U.S. Senators John McCain (R-AZ) and Jeff Flake (R-AZ) today sent a letter to Secretary of State John Kerry regarding the public health risks posed by the deterioration of the International Outfall Interceptor (IOI) pipeline, which runs from Nogales, Sonora (Mexico), to Nogales, Arizona. Severe flooding over the past few years, as well as the high volume of sewage coming from Mexico and blockages caused by drug smugglers have damaged the Nogales Wash and compromised the integrity of the IOI. The IOI carries over 10 million gallons of raw Mexican sewage a day into the United States for waste water treatment.
The text of the letter is attached and below.
May 6, 2013
The Honorable John Kerry
Secretary of State
U.S. Department of State
2201 C Street N.W.
Washington, D.C. 20520
Dear Secretary Kerry,
We are writing to follow up on previous correspondence sent to the State Department and the International Boundary and Water Commission (IBWC) regarding the public-health risks posed by the deterioration of the International Outfall Interceptor (IOI) pipeline, which runs from Nogales, Sonora (Mexico), to Nogales, Arizona. Severe flooding over the past few years from monsoon rains, as well as the high volume of sewage coming from Mexico, and blockages caused by drug smugglers have damaged the Nogales Wash and compromised the integrity of the IOI. If the wash and the IOI fail, large swaths of the southern Arizona region could be affected by serious water contamination.
The IBWC treats the wastewater that flows through the IOI via the Nogales International Water Treatment Plant (NIWTP). Although the IBWC is aware of the threat to public health and Congress has appropriated money for the purposes of renovating the IOI, the IBWC has refused to disburse the funds unless the City of Nogales commits to paying half of the estimated cost. In a letter to the City of Nogales, the IBWC originally suggested that the 50/50 cost split was mandated by Congress. However, the IBWC now claims that its position is dictated by internal policy and refuses to explain or justify that policy.
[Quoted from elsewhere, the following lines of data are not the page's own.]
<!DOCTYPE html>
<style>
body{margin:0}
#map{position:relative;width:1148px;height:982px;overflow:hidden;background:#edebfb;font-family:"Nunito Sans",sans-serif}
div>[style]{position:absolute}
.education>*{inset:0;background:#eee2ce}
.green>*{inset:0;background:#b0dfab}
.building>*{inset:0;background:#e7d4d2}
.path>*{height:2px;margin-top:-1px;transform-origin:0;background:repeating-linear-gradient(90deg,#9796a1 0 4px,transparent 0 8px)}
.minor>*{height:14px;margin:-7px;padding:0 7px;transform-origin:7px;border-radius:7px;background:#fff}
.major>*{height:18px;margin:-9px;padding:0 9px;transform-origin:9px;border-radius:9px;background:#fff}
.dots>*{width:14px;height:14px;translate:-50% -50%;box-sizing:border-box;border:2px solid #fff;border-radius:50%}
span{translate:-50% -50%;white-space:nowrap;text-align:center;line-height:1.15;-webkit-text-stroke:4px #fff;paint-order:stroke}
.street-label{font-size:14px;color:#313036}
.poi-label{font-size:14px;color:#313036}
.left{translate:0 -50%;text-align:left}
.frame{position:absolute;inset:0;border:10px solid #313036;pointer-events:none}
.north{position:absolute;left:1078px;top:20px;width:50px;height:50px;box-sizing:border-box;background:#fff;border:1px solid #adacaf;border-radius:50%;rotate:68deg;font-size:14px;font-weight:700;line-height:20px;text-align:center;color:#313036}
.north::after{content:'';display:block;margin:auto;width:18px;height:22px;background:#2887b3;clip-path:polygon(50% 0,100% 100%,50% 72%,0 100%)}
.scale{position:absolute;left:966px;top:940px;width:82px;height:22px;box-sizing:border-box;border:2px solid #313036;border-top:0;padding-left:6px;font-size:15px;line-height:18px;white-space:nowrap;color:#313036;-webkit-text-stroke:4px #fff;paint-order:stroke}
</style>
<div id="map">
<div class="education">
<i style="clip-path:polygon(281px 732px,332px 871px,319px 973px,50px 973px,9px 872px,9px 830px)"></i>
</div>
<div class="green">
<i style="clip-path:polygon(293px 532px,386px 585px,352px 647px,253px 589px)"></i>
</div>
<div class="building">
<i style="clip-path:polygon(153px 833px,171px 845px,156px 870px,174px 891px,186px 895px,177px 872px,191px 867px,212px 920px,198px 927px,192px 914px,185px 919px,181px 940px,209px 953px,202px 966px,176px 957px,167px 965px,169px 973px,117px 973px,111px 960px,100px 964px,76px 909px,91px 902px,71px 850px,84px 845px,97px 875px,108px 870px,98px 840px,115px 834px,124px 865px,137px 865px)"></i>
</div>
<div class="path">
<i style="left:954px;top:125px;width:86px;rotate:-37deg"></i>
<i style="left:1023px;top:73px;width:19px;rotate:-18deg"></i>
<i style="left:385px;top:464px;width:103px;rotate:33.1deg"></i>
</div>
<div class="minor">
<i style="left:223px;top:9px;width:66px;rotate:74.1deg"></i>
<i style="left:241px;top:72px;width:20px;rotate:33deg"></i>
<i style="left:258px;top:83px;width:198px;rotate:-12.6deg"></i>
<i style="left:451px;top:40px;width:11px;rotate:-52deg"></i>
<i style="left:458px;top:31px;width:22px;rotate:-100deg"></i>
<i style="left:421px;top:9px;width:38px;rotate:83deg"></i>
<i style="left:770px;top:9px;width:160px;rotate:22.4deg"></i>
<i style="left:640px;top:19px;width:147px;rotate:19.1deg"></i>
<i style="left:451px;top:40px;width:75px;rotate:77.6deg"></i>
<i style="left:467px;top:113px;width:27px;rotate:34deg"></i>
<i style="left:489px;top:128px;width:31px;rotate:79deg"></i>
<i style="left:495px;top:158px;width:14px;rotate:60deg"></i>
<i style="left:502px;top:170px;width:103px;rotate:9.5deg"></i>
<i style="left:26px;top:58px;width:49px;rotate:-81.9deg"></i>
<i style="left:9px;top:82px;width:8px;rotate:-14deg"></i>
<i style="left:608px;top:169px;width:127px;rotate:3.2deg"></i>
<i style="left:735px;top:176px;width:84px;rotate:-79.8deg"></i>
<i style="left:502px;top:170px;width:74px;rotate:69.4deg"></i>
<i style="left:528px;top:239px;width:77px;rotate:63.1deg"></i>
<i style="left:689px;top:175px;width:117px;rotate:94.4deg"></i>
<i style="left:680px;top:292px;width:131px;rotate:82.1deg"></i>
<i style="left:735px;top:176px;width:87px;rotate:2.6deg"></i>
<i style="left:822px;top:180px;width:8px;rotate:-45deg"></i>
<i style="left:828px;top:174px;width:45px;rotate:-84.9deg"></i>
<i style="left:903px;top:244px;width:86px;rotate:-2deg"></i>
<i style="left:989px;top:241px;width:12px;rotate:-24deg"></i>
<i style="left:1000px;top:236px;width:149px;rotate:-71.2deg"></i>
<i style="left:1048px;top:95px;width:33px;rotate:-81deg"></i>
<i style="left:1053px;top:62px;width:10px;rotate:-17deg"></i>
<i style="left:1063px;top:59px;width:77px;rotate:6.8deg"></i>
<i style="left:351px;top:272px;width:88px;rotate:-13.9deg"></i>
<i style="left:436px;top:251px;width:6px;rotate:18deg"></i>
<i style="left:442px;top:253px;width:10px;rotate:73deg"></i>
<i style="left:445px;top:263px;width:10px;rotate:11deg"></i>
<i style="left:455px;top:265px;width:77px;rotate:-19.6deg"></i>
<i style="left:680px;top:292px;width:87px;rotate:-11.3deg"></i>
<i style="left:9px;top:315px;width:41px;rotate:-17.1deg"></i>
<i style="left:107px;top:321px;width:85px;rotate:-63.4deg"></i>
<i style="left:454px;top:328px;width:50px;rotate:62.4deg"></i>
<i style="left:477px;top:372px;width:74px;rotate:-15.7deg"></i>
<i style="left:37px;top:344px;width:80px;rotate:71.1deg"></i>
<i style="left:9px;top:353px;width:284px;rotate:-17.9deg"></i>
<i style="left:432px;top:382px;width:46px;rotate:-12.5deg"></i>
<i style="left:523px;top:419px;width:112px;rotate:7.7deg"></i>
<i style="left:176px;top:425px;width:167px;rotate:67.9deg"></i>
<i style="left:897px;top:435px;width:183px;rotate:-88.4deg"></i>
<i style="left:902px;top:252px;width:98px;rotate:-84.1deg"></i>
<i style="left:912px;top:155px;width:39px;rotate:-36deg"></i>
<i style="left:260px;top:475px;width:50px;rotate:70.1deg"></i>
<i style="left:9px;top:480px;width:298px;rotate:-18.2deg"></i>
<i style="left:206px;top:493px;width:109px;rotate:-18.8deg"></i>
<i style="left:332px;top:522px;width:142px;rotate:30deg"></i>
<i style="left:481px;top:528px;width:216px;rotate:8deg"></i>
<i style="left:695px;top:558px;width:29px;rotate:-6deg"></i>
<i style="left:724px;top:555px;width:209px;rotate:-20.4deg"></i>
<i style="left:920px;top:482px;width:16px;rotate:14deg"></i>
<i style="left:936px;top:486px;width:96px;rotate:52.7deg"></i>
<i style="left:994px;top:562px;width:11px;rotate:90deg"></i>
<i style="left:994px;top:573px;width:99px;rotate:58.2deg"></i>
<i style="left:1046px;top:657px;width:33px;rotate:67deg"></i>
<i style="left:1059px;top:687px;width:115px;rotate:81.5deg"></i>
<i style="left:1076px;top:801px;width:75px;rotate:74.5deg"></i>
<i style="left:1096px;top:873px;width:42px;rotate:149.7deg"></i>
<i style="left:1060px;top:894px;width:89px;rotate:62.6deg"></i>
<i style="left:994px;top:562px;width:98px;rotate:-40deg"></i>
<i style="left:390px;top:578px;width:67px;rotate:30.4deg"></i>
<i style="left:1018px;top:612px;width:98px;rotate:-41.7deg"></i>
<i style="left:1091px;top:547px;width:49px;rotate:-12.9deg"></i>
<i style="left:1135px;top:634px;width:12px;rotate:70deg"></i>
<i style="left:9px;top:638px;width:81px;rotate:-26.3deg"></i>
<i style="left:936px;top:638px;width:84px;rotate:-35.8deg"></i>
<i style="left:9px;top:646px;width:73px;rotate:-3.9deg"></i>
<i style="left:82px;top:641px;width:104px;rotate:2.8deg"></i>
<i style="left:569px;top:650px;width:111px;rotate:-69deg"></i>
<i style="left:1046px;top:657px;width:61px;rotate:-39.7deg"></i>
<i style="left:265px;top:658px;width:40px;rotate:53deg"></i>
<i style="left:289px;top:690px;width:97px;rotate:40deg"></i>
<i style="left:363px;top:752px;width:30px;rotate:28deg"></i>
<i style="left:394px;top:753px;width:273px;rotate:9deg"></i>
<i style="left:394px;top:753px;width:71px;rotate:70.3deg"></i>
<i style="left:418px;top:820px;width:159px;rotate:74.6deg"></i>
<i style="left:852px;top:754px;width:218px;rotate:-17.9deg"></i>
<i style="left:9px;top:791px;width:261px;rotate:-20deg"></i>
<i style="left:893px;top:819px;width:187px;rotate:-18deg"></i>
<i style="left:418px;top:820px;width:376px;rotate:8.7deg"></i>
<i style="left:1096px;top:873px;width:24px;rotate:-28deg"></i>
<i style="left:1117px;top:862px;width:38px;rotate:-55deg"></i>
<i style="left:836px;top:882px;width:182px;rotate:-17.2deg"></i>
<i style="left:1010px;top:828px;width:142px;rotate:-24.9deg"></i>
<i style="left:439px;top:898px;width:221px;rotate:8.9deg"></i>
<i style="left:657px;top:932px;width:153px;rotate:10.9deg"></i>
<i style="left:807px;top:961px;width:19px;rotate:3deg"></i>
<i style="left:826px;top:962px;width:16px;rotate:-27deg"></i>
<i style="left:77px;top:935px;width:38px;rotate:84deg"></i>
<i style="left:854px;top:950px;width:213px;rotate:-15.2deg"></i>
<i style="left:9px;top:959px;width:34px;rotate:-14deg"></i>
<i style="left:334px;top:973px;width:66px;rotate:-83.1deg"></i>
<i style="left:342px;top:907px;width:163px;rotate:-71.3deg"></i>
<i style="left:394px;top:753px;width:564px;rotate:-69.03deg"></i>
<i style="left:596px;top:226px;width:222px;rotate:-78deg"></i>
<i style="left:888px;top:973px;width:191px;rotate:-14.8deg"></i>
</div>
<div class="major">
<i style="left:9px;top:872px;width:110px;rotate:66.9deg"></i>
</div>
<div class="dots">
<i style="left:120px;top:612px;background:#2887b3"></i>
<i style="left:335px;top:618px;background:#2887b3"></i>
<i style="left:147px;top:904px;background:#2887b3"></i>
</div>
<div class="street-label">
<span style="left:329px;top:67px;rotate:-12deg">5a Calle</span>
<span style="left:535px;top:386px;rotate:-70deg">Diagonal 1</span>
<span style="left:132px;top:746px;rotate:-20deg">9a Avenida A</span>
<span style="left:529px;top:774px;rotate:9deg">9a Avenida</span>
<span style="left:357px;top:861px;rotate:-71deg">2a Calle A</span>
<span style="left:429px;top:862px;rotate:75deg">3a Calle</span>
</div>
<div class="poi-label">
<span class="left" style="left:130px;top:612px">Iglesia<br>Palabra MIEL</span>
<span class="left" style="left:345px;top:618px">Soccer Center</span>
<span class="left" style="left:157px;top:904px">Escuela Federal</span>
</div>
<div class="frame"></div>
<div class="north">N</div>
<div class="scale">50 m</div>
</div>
In an effort to resolve this outstanding issue, Senator McCain wrote to the IBWC on March 21, 2013 seeking information on the IBWC's 50/50 cost-sharing policy. Likewise, Senator Flake wrote to the State Department on May 29, 2012 seeking answers. Although the IBWC has not responded, the State Department provided an "interim response" in which it noted that the IBWC was "actively considering its legal obligations concerning funding for the needed analysis of the Nogales wastewater issue." The State Department further stated that the IBWC, in consultation with the State Department, "will complete its consideration of these issues soon" at which point a "fuller response" would be provided. As of yet, neither the State Department nor the IBWC has clarified their position.
The State Department Office of Inspector General has previously identified internal management problems at the IBWC and questioned whether the State Department has exercised sufficient oversight. We believe that the IOI pipeline issue requires the full attention of the IBWC and active oversight of the State Department. Given the importance of this issue to the people of Arizona, we request that the State Department provide its long-awaited "fuller response" regarding the IBWC's policy on the IOI pipeline and report on the status of its IBWC oversight. In particular, please provide answers, with supporting documentation, to the following questions:
1.Please provide the legislative, regulatory or internal-policy basis for the IBWC's 50/50 cost-share requirement.
2.Please provide a full explanation of the 50/50 cost-share policy, including documentation in the form of memoranda, reports, e-mails or internal rules.
3.The president's fiscal year 2014 budget for the Department of State and Other International Programs includes a $2 million line item for the Nogales International Outfall Interceptor. How does the State Department and the IBWC plan to use those funds?
4.What guidance, if any, has the State Department provided to the IBWC in regard to the Nogales IOI replacement project?
5.Does the State Department believe that towns in the United States should pay to repair damaged infrastructure that is used to fulfill international agreements with Mexico?
6. What is the current level of State Department oversight into the construction and design operations of the U.S. section of the IBWC? Have limitations identified in previous State Department Office of Inspector General investigations concerning oversight of IBWC water and sanitation activities been addressed?
Please provide a response by no later than May 28, 2013. Thank you for your cooperation and attention to this important matter.